The partnership is expected to help pave the way for research projects aiming to improve outcomes in key health areas identified by the Kiribati Health Ministry "as most important for their communities".
These areas include antimicrobial resistance, water quality and addressing unacceptably high morbidity and mortality from the double burden of communicable and non-communicable diseases.
Kiribati Minister of Health Dr Tinte Itinteang said that capacity building is a cornerstone of this collaboration.
"We envision a future where our healthcare and police professionals have access to cutting edge training and knowledge transfer programs facilitated by ESR," he said.

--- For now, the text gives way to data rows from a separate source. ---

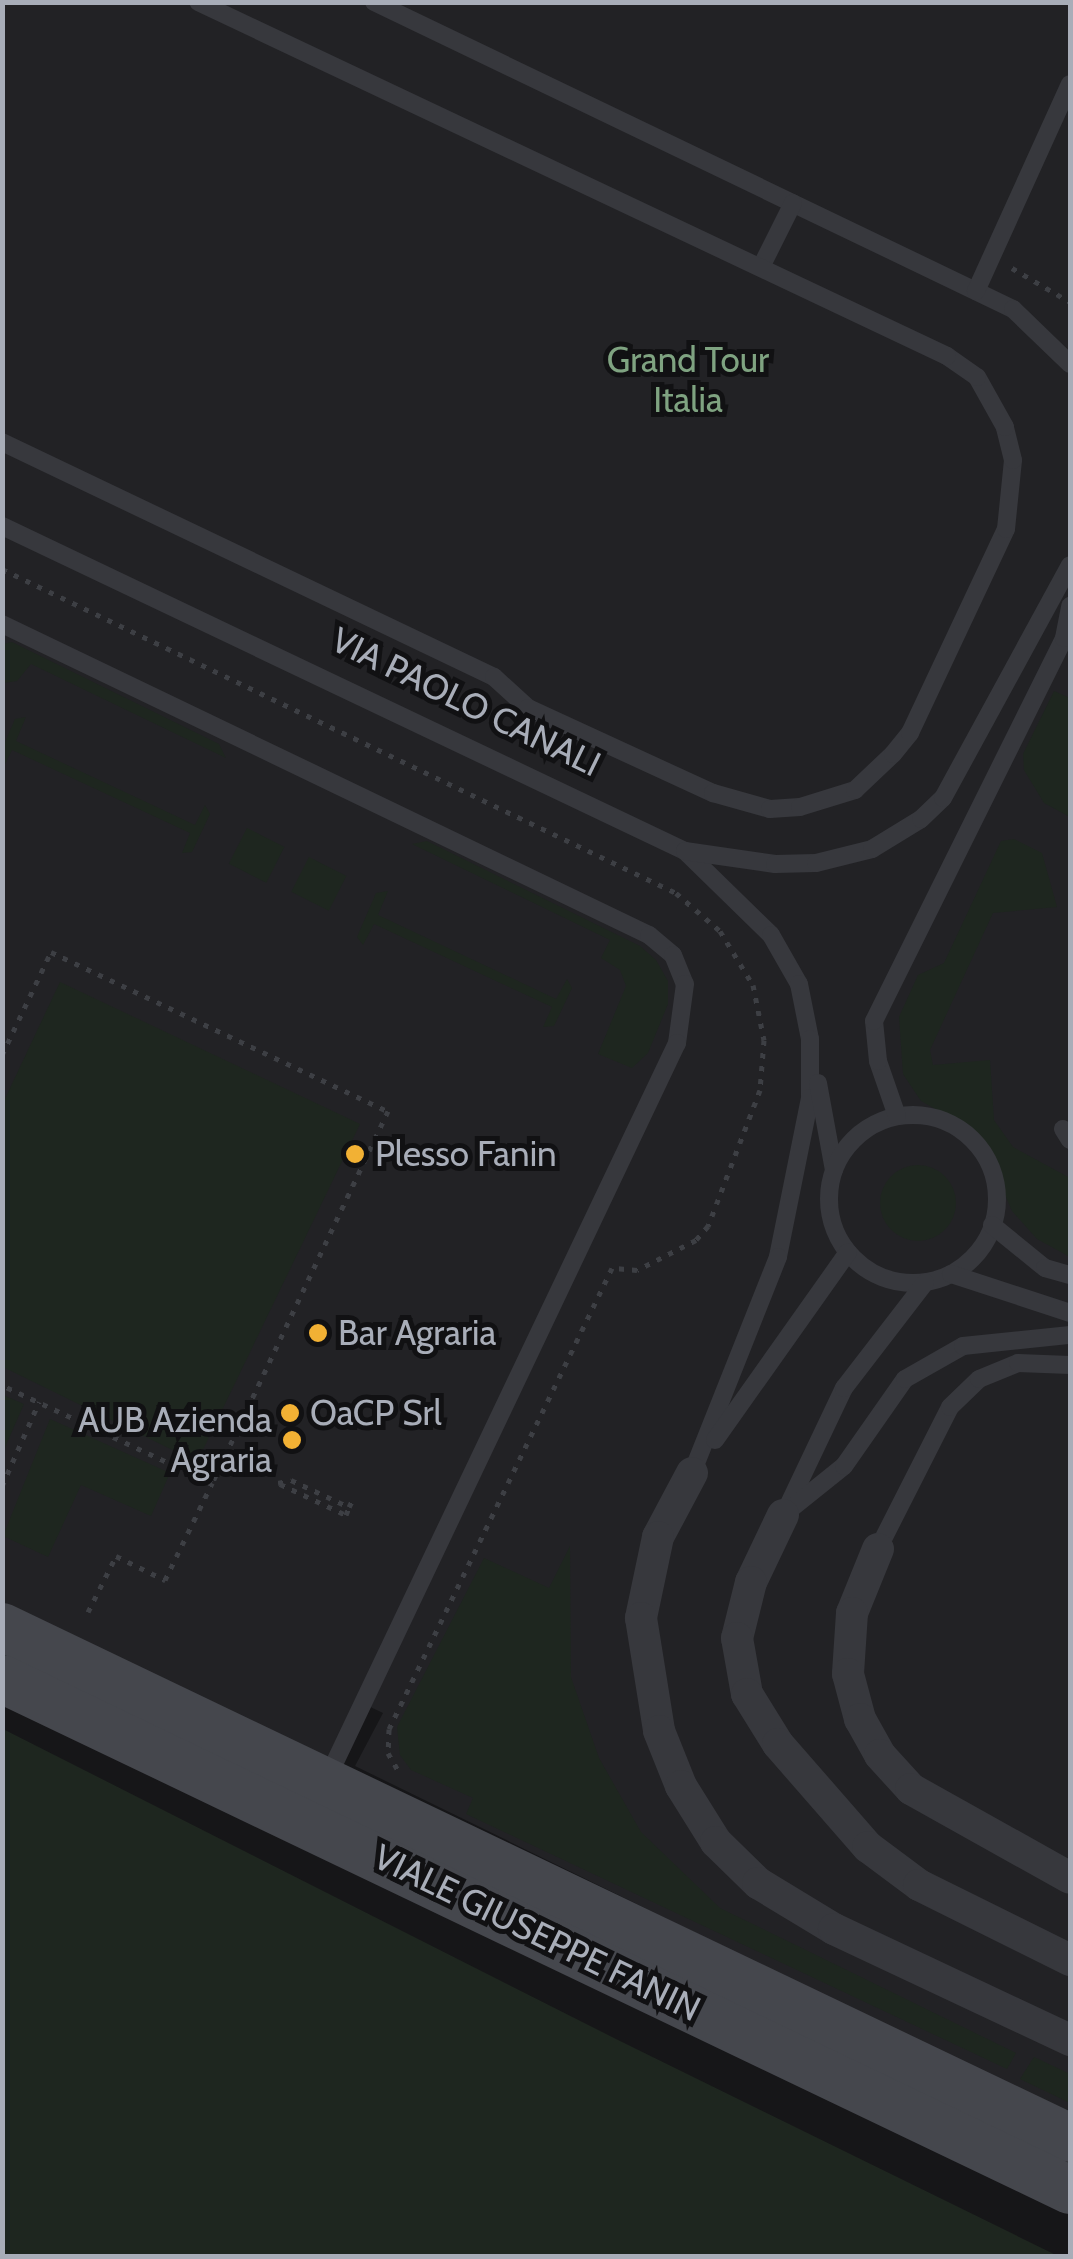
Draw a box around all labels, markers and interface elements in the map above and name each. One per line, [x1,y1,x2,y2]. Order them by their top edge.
park label: Grand Tour Italia [607,339,769,421]
street label: VIA PAOLO CANALI [325,619,607,785]
place label: Plesso Fanin [375,1133,557,1175]
marker: Plesso Fanin [344,1143,366,1165]
place label: Bar Agraria [338,1312,496,1354]
marker: Bar Agraria [307,1322,329,1344]
place label: OaCP Srl [310,1392,442,1434]
place label: AUB Azienda Agraria [78,1399,272,1481]
marker: OaCP Srl [279,1402,301,1424]
marker: AUB Azienda Agraria [281,1429,303,1451]
street label: VIALE GIUSEPPE FANIN [367,1836,707,2030]

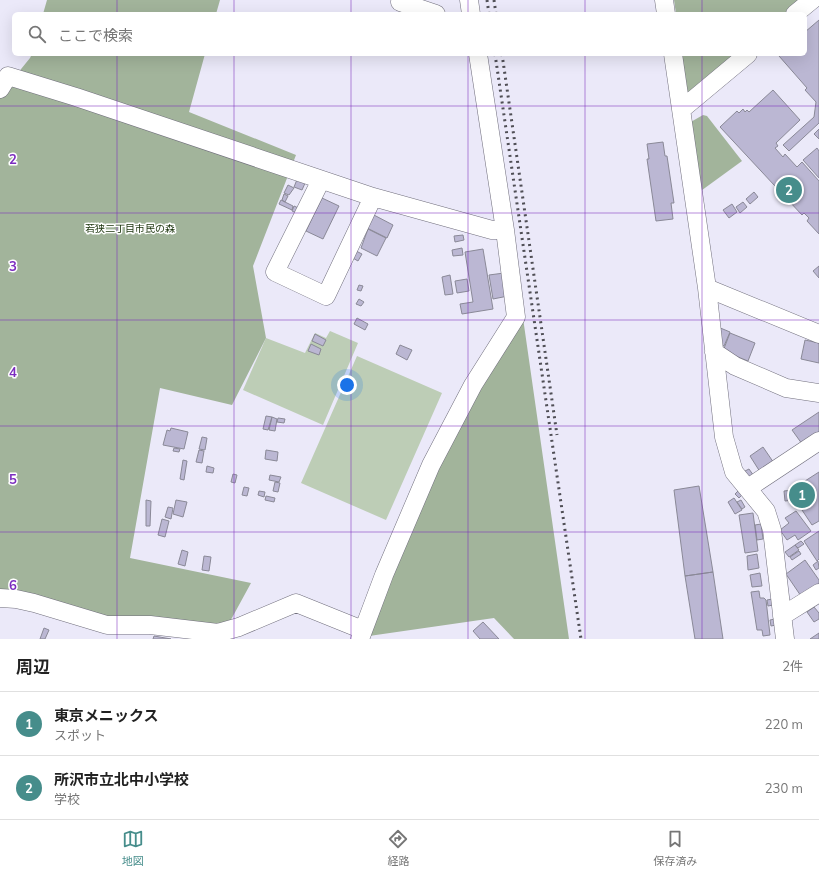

The the MoU builds on a long history for ESR of supporting Kiribati, an island nation facing particular threats due to rising sea levels, the institute said.
It said that past research, funded by the Ministry of Foreign Affairs and Trade, has addressed water quality, sanitation and hygiene, exploring questions such as the effectiveness of the island's coral sand in removing micro-organisms from septic tank wastewater systems.
"ESR's forensic team will also meet with a representative from the Kiribati Police Service who is accompanying the MHMS delegation to explore how ESR's expertise can support their work."
Recently, ESR was invited to Kiribati's Health Sector Coordination Committee Meeting, highlighting shared priorities in areas including climate change and health, infectious disease testing and surveillance, and health digitisation.
ESR chief executive Peter Lennox said it is important to work together to address global challenges.
"We are very much of the mindset that a safe, sustainable, healthy and prosperous Pacific benefits all of Aotearoa New Zealand," he said.
"Responding to challenges like climate change require all hands to the deck - including science expertise, political leaders and local communities. It's by drawing on our complementary expertise and experiences that we can ensure that any research we undertake together will benefit communities directly.
"We are honoured to be working with our Pacific neighbours on these huge questions and challenges that are not of their making, but that impact their communities profoundly," he added.